HashTable implementation using only arrays

https://leetcode.com/problems/design-hashmap/

Sources:
* https://algs4.cs.princeton.edu/34hash/
* https://pagekeysolutions.com/blog/dsa/hash-table-python/

### Simple HashMap (no hash function)

In [None]:
from typing import List, Optional, Any


class MyHashMap:

    def __init__(self):
        self.size = 10**6 + 1
        self.keys = [-1 for _ in range(self.size)]
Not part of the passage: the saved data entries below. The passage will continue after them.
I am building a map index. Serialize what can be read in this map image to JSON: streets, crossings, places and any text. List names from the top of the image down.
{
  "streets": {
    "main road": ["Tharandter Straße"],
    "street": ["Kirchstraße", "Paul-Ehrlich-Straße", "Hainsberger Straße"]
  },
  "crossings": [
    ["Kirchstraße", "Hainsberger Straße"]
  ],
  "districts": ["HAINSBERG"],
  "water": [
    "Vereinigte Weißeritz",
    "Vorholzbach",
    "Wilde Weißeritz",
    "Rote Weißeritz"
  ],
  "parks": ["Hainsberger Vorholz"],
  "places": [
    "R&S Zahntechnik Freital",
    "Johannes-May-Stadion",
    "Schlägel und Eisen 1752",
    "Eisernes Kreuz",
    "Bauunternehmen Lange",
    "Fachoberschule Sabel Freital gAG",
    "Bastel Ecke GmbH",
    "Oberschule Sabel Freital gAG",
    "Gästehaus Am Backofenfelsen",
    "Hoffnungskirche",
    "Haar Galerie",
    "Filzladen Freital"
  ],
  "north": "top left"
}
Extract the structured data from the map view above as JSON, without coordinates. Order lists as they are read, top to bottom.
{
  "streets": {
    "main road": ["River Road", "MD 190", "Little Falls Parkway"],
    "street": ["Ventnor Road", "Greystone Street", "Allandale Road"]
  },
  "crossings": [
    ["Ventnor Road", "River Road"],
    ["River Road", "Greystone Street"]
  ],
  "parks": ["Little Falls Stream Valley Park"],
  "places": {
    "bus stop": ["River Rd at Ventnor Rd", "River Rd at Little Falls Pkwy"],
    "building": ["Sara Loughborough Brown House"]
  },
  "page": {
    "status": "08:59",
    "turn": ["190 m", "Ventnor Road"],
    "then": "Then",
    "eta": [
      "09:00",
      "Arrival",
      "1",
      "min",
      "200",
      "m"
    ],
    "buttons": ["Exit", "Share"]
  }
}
    def put(self, key: int, value: int) -> None:
        self.keys[key] = value

    def get(self, key: int) -> int:
        return self.keys[key]

    def remove(self, key: int) -> None:
        self.keys[key] = -1

### HashMap (with hash function)

As one of the most intuitive implementations, we could adopt the modulo operator as the hash function, since the key value is of integer type. In addition, in order to minimize the potential collisions, it is advisable to use a prime number as the base of modulo, e.g. 2069.

Modulo as non-prime:

1000 % 10 == 1000 % 100, which is 0

2069 is a large prime number

Here, a bucket is a list of tuples.

#### Collisions
To avoid collisions, like with keys 2070 and 1,
we only update an existing tuple
in the bucket if the original key is a match even though
the hashed keys may be the same.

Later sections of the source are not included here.